La campagna “Fino in fondo a #capofitto” non è altro che l’ultimo (o il penultimo?) tassello di una campagna iniziata lo scorso settembre con lo slogan “#PuntoACapo. Voltiamo pagina, insieme”.

Ci piaceva giocare sulla parola CAPO ed associare a quest’ultima significati diversi a seconda del momento della stagione che stavamo vivendo. Siamo quindi passati da “#PuntoACapo”, che significava ripartenza, a “#CAPOlista” quando abbiamo agganciato la Virtus al primo posto, per poi arrivare a “#CAPOvolgiamola” nel momento in cui bisognava nuovamente rincorrere la Virtus in seguito all’esclusione di Siena dal campionato.
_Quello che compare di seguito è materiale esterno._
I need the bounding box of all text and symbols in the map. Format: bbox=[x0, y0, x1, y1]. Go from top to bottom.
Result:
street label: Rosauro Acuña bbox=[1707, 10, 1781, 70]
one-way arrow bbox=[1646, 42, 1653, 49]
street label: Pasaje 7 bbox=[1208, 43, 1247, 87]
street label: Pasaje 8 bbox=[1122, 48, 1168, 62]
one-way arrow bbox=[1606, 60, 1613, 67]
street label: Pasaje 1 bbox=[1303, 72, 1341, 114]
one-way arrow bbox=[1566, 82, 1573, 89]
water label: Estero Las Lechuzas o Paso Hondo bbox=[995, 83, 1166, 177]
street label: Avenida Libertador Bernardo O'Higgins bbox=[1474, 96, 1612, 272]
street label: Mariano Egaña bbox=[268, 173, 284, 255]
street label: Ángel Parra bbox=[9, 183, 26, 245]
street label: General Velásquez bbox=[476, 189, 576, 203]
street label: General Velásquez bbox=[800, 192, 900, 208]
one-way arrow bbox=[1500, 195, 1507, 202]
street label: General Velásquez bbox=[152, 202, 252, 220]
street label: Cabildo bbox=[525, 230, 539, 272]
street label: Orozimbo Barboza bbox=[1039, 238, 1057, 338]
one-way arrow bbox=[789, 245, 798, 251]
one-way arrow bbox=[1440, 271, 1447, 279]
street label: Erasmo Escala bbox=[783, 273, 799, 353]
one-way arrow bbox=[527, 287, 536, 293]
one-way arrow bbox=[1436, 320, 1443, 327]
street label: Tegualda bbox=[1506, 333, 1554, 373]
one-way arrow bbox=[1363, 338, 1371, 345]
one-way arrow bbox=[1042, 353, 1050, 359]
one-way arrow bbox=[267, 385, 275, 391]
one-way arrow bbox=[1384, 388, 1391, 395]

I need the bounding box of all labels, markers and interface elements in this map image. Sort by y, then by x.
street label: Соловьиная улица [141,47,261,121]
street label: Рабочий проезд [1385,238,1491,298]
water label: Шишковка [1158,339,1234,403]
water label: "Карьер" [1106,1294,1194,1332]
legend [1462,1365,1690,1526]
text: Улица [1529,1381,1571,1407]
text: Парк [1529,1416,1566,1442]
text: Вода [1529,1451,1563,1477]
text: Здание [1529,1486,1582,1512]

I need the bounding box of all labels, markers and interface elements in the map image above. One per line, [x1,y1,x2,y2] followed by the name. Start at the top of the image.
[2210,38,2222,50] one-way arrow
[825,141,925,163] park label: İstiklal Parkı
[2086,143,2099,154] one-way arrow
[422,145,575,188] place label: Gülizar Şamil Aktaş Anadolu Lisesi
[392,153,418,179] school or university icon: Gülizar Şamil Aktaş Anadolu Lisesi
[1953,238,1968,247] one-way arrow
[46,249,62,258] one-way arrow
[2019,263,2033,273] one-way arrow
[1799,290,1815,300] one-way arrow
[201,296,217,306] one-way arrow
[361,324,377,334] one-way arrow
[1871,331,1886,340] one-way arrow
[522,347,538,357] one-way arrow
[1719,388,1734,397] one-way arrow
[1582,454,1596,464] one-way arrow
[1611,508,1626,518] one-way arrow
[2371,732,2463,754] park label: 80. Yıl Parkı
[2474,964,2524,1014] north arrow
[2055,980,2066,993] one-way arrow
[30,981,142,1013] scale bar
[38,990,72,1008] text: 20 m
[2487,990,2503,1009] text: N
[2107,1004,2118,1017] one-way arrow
Nello specifico, “Fino in fondo a #CAPOfitto” è uno slogan che nasce dalla voglia di trasformare la rabbia dei nostri tifosi per la mancata vittoria del Campionato in energia positiva per raggiungere il traguardo promozione nei playoff ad ogni costo. 

I risultati durante tutto l’anno sono stati più che apprezzati dai tifosi, che li hanno fatti propri ed hanno amplificato la potenza di questi slogan sui social network».

Tanto lavoro, sia dentro che fuori dal campo, per due società con idee chiare e tifoserie che hanno tanta voglia di pallacanestro. Tutto pronto per la sfida che vale la Serie A1. Solo un posto disponibile, che vinca il migliore.

(Si ringraziano Simone Fregonese, Giovanni Moro e Giuseppe Lanfranchi per la disponibilità nel rilasciare l’intervista, facendo alle rispettive società un in bocca al lupo per la serie finale).